━━ Data supplied

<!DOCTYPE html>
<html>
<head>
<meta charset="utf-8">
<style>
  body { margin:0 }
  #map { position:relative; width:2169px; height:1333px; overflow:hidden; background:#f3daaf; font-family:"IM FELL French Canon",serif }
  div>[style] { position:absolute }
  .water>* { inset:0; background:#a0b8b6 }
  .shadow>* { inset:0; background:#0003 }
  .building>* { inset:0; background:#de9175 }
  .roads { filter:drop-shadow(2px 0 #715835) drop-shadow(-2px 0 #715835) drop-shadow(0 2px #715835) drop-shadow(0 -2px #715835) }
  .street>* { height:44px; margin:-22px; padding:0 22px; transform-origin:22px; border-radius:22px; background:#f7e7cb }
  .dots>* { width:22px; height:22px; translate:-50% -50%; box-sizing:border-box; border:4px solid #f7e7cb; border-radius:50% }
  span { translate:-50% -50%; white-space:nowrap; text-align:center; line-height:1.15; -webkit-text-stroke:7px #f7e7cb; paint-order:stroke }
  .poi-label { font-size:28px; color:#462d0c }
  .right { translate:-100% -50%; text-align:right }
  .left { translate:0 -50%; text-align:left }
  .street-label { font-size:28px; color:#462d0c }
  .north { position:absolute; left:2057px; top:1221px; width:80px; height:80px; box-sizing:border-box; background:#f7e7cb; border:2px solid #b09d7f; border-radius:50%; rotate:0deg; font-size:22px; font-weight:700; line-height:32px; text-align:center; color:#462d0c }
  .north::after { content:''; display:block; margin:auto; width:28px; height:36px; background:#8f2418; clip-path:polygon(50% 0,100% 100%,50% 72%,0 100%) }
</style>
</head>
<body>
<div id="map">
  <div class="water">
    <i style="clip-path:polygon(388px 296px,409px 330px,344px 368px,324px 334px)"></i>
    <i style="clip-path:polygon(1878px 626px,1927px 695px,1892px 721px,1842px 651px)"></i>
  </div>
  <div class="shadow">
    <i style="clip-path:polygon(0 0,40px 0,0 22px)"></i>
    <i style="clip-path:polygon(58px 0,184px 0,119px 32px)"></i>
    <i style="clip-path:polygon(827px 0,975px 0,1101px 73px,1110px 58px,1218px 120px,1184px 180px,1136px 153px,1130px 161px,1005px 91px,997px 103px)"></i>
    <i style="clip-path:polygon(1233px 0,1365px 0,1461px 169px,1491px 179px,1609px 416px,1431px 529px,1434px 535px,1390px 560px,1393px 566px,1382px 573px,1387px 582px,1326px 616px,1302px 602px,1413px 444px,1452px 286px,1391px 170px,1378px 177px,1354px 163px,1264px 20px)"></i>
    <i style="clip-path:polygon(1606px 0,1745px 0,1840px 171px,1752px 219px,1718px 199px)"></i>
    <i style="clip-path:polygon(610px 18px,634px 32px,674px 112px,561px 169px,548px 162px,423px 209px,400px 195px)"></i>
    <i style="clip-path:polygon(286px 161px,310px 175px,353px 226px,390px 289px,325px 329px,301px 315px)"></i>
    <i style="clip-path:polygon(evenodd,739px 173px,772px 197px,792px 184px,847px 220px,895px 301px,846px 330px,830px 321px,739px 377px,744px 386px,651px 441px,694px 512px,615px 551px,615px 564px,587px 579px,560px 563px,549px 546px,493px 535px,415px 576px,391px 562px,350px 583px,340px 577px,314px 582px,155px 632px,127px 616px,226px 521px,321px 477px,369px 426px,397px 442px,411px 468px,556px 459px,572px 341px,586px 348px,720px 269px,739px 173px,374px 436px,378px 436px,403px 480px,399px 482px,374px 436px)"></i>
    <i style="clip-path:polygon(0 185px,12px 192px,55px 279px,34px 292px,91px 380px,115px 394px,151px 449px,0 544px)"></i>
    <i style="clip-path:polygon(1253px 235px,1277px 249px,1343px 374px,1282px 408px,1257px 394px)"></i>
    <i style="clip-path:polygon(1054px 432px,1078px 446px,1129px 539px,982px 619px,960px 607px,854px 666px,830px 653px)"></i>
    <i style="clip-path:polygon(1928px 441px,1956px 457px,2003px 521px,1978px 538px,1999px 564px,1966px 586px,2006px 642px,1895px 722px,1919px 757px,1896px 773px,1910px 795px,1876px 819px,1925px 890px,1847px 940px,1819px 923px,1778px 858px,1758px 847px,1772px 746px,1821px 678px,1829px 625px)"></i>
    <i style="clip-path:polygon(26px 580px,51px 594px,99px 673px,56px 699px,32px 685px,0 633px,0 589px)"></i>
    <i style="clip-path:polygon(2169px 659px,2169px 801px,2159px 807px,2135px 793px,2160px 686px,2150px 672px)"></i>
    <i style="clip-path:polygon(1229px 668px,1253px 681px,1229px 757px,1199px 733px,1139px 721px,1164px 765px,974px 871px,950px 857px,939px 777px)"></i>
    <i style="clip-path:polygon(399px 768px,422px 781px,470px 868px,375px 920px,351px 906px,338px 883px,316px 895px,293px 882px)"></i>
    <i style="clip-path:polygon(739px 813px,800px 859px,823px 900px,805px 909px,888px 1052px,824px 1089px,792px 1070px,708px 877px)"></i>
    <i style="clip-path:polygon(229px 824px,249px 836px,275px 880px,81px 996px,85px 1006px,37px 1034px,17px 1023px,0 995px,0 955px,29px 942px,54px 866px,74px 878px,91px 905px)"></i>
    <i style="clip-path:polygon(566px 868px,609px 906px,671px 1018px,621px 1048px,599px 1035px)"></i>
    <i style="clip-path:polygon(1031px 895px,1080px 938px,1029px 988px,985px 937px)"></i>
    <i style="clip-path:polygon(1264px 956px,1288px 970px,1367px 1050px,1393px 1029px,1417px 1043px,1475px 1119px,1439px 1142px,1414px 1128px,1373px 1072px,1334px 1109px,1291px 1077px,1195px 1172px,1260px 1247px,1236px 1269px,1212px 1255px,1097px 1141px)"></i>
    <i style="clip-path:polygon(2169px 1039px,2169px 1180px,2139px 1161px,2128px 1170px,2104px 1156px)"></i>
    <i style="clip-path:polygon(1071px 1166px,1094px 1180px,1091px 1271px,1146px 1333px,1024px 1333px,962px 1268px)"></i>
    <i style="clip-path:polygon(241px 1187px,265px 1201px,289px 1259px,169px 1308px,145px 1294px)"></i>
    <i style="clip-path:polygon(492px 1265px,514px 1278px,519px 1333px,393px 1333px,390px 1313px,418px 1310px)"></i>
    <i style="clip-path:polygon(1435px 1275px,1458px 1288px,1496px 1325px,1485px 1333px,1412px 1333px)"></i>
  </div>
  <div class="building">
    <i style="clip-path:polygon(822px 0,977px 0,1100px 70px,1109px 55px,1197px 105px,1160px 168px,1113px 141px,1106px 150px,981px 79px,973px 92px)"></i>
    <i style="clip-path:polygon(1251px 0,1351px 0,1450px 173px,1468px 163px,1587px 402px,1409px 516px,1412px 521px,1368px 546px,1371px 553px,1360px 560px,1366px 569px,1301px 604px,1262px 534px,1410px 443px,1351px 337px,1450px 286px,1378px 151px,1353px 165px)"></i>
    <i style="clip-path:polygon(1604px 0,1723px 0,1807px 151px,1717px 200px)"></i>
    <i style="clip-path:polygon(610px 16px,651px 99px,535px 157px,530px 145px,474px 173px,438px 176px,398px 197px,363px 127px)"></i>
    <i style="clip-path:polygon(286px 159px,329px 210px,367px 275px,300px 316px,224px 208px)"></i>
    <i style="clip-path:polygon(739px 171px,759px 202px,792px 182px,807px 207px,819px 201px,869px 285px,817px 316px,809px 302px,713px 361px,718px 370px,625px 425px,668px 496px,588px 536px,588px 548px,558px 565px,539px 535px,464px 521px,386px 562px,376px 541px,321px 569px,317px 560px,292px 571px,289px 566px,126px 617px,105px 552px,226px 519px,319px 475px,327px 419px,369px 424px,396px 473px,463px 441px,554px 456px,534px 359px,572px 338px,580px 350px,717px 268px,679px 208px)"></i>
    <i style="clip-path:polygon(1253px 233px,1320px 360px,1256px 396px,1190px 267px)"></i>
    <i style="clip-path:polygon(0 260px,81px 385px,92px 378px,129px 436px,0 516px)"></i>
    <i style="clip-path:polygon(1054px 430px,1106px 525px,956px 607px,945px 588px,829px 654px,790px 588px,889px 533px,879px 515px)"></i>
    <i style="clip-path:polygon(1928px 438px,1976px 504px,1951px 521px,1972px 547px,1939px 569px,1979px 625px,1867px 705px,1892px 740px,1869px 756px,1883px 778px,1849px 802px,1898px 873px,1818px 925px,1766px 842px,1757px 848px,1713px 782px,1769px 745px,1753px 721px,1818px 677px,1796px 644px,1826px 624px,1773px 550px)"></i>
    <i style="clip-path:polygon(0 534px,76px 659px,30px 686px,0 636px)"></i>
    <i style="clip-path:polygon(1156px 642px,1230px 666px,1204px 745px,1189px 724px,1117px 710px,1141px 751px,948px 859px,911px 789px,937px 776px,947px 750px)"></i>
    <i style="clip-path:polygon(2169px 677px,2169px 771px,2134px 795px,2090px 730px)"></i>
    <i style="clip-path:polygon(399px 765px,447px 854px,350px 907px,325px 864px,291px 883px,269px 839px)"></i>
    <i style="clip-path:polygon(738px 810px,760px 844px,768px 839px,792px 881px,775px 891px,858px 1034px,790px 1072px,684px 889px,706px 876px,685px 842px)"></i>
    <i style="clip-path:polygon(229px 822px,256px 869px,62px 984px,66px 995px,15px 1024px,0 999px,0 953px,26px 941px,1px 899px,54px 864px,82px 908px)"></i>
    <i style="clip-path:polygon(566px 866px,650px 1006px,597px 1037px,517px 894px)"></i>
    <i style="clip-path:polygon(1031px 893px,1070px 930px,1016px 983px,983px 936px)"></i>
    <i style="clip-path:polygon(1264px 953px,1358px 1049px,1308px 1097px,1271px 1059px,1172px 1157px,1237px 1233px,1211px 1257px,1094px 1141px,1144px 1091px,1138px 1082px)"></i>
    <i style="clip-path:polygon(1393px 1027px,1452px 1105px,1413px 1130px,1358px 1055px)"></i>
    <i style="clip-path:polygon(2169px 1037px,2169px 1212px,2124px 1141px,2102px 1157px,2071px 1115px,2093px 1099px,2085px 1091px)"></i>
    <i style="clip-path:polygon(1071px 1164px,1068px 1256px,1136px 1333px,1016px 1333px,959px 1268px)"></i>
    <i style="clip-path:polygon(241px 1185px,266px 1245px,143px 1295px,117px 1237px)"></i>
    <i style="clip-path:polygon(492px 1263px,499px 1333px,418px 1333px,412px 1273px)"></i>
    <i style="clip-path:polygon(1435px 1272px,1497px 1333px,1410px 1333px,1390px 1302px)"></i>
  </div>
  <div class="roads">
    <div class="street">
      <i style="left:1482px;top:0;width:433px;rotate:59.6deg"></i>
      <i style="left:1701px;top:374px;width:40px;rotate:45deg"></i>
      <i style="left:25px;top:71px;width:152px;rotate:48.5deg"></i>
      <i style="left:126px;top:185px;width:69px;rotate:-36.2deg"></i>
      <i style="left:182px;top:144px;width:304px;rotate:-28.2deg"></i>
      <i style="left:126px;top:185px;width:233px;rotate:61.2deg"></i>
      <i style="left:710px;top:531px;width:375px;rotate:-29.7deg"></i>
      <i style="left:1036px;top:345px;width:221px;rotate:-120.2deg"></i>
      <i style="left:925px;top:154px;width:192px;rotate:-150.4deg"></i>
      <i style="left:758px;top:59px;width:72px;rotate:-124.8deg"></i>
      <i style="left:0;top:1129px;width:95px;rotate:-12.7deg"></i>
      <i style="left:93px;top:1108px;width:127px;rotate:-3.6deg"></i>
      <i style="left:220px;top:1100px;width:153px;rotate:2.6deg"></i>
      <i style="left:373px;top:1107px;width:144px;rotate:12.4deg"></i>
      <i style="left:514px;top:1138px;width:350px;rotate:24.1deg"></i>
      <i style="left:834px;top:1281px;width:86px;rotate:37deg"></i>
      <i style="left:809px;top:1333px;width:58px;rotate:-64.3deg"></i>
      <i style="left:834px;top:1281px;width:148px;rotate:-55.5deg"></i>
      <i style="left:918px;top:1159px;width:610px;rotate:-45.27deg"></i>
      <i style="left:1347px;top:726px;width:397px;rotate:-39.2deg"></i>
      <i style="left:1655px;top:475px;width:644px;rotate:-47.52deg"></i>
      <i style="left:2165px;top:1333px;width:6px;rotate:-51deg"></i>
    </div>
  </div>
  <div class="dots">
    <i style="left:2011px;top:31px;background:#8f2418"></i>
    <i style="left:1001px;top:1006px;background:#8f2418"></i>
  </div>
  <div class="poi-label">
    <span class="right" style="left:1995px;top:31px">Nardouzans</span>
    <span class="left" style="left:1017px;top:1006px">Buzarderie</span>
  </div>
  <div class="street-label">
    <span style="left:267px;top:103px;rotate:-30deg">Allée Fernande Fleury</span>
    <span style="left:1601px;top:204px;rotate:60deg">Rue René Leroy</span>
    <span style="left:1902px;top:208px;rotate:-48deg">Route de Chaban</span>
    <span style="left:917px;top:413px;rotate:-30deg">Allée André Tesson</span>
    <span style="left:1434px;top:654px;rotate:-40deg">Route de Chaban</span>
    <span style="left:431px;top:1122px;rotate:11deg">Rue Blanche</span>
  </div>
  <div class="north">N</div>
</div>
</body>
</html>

━━━━

▶ [What is needed]: Beginning at the top of the records above, transcribe each line exactly up to and including the line that holds "position:absolute; left:2057px; top:1221px;".

▶ [Task output]:
<!DOCTYPE html>
<html>
<head>
<meta charset="utf-8">
<style>
  body { margin:0 }
  #map { position:relative; width:2169px; height:1333px; overflow:hidden; background:#f3daaf; font-family:"IM FELL French Canon",serif }
  div>[style] { position:absolute }
  .water>* { inset:0; background:#a0b8b6 }
  .shadow>* { inset:0; background:#0003 }
  .building>* { inset:0; background:#de9175 }
  .roads { filter:drop-shadow(2px 0 #715835) drop-shadow(-2px 0 #715835) drop-shadow(0 2px #715835) drop-shadow(0 -2px #715835) }
  .street>* { height:44px; margin:-22px; padding:0 22px; transform-origin:22px; border-radius:22px; background:#f7e7cb }
  .dots>* { width:22px; height:22px; translate:-50% -50%; box-sizing:border-box; border:4px solid #f7e7cb; border-radius:50% }
  span { translate:-50% -50%; white-space:nowrap; text-align:center; line-height:1.15; -webkit-text-stroke:7px #f7e7cb; paint-order:stroke }
  .poi-label { font-size:28px; color:#462d0c }
  .right { translate:-100% -50%; text-align:right }
  .left { translate:0 -50%; text-align:left }
  .street-label { font-size:28px; color:#462d0c }
  .north { position:absolute; left:2057px; top:1221px; width:80px; height:80px; box-sizing:border-box; background:#f7e7cb; border:2px solid #b09d7f; border-radius:50%; rotate:0deg; font-size:22px; font-weight:700; line-height:32px; text-align:center; color:#462d0c }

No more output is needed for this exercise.